=== SUPPLIED MATERIAL ===

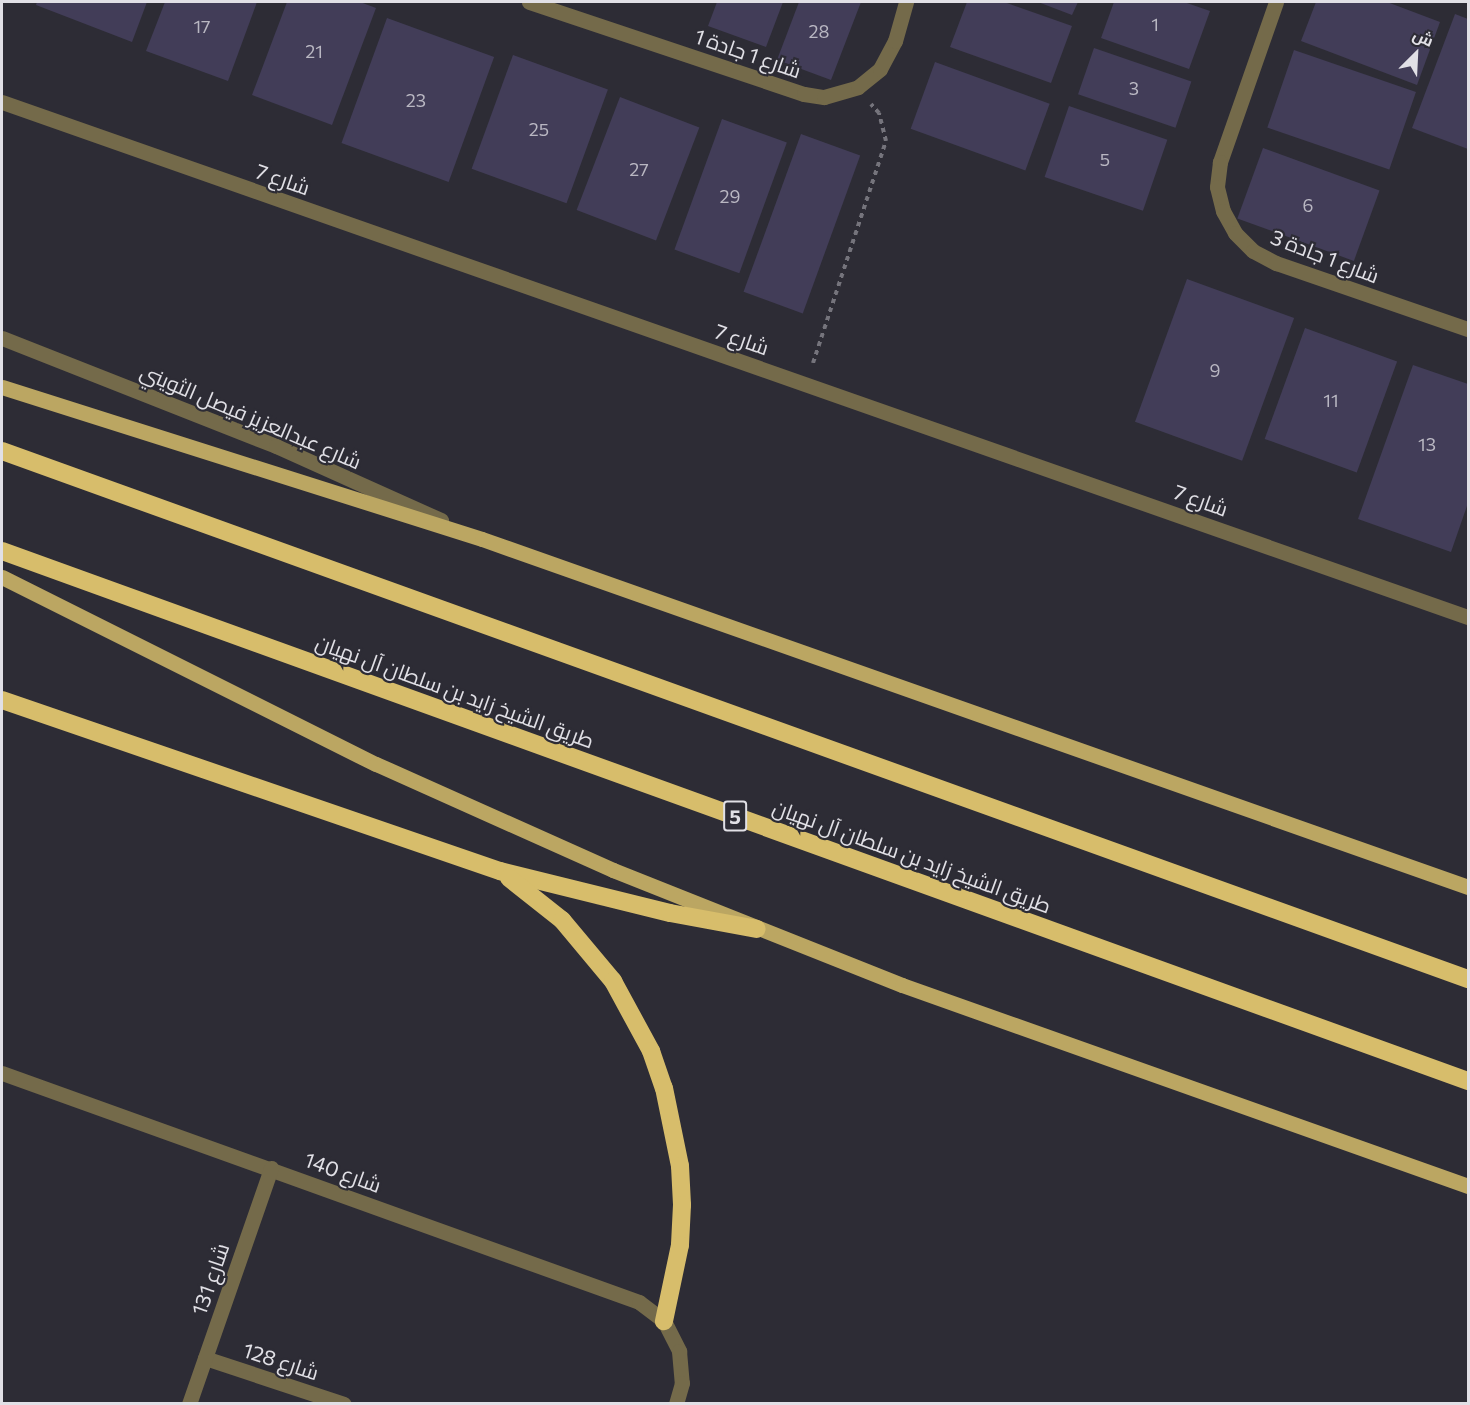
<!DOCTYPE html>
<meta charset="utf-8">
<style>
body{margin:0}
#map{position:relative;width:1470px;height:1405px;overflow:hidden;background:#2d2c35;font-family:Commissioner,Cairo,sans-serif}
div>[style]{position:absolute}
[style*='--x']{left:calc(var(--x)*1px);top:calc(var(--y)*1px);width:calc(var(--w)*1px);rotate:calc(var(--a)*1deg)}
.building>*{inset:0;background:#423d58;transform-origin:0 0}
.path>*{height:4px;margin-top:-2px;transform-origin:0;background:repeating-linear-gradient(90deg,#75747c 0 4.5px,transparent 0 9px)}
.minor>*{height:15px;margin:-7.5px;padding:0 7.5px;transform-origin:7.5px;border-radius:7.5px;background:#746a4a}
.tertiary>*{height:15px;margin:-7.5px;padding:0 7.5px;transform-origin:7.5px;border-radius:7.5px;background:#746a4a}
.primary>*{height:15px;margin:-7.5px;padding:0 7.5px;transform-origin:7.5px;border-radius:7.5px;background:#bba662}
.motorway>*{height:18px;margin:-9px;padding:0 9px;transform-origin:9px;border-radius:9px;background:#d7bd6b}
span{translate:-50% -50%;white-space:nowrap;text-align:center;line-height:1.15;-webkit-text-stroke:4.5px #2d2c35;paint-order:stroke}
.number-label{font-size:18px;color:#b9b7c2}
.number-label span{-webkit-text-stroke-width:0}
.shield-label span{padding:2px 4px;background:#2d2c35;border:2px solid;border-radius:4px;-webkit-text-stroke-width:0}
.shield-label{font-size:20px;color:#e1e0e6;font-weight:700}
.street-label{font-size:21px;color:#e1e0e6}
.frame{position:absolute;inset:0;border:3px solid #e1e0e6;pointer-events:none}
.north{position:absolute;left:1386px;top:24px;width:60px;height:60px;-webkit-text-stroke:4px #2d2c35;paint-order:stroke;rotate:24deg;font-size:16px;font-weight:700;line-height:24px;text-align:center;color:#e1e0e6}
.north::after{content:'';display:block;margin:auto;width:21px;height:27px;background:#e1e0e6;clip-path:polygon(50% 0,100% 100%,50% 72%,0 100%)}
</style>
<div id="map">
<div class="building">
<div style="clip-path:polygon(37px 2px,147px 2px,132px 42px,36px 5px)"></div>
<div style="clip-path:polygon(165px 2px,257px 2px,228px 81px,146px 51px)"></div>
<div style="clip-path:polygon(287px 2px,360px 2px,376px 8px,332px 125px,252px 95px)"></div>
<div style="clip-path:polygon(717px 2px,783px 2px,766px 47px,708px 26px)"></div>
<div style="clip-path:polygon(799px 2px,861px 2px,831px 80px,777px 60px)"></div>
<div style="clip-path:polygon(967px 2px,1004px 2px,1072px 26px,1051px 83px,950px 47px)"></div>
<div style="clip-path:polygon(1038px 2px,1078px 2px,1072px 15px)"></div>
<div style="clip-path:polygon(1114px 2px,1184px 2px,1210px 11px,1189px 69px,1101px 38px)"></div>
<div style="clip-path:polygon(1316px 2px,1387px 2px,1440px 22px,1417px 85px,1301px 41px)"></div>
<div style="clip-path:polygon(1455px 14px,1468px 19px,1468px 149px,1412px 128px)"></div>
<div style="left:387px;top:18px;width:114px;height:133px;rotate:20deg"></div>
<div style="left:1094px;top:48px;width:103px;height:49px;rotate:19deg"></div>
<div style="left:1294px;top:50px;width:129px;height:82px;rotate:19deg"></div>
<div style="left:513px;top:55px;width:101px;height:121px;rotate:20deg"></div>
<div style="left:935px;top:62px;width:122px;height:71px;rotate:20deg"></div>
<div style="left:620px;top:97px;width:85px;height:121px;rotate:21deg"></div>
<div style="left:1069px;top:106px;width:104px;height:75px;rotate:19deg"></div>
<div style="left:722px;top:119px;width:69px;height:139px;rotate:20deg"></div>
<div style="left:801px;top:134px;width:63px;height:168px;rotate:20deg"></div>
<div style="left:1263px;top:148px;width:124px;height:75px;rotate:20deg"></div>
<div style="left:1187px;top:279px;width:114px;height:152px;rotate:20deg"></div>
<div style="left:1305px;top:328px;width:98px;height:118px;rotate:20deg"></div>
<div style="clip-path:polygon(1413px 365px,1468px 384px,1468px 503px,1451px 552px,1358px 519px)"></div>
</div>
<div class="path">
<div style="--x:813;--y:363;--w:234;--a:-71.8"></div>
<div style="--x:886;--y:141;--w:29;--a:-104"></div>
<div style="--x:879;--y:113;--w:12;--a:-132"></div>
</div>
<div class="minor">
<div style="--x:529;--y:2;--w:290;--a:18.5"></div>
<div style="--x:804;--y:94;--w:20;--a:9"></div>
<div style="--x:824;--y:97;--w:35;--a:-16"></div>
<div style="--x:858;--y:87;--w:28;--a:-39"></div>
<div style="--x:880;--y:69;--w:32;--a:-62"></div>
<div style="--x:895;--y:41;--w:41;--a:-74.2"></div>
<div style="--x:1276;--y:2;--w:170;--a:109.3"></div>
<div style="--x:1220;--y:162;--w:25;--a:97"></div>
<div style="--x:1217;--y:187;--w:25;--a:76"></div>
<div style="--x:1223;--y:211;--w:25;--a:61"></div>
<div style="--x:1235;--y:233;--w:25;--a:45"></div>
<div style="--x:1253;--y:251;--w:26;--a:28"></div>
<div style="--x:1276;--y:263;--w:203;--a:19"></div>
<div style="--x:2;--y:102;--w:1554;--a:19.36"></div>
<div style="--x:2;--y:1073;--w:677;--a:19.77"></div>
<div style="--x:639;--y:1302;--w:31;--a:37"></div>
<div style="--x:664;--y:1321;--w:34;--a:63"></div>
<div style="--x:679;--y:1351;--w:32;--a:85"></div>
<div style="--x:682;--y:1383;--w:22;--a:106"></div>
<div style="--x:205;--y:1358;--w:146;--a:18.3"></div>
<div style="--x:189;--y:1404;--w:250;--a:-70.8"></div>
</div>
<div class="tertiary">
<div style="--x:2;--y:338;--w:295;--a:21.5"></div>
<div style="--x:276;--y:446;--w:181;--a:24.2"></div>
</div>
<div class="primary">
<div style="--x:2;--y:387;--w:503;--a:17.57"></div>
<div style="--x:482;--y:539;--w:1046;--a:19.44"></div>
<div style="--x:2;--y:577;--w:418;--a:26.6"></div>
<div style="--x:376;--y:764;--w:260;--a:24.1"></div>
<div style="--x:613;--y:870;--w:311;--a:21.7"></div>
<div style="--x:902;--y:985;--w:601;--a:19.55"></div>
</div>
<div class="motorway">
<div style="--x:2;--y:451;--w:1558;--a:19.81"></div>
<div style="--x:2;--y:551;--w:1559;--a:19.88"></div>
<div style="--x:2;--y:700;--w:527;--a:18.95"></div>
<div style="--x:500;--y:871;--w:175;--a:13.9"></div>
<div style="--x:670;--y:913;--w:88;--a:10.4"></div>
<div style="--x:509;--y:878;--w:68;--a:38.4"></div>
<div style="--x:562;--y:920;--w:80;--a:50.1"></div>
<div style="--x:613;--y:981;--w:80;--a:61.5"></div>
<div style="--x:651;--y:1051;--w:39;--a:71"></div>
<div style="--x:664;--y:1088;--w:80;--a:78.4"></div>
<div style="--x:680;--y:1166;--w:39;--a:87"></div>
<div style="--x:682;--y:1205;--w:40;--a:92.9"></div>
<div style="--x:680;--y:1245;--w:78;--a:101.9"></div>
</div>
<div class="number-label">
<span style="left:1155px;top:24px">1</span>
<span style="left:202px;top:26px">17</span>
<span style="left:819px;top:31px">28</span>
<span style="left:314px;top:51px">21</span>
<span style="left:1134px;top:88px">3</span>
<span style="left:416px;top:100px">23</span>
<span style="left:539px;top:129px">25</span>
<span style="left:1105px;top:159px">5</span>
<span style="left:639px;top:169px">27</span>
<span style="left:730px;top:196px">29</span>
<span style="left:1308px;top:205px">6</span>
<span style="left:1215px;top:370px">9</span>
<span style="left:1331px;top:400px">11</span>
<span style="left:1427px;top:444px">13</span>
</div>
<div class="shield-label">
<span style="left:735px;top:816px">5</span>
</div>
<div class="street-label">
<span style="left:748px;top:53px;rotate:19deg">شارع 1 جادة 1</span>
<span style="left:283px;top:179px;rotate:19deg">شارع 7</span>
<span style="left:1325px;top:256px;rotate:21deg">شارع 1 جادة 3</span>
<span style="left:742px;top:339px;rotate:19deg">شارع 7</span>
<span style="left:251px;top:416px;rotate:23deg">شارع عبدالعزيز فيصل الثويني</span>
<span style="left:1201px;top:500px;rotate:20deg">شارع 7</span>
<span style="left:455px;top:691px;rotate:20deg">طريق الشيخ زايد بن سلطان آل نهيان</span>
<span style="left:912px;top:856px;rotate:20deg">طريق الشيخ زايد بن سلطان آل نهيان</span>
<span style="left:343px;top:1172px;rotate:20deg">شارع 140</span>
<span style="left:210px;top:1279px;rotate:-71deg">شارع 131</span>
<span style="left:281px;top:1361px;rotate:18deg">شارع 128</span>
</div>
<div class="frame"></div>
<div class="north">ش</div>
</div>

===

Look through the records above for the string "shield", then copy every line that has it.

COMPLETED EXERCISE:
.shield-label span{padding:2px 4px;background:#2d2c35;border:2px solid;border-radius:4px;-webkit-text-stroke-width:0}
.shield-label{font-size:20px;color:#e1e0e6;font-weight:700}
<div class="shield-label">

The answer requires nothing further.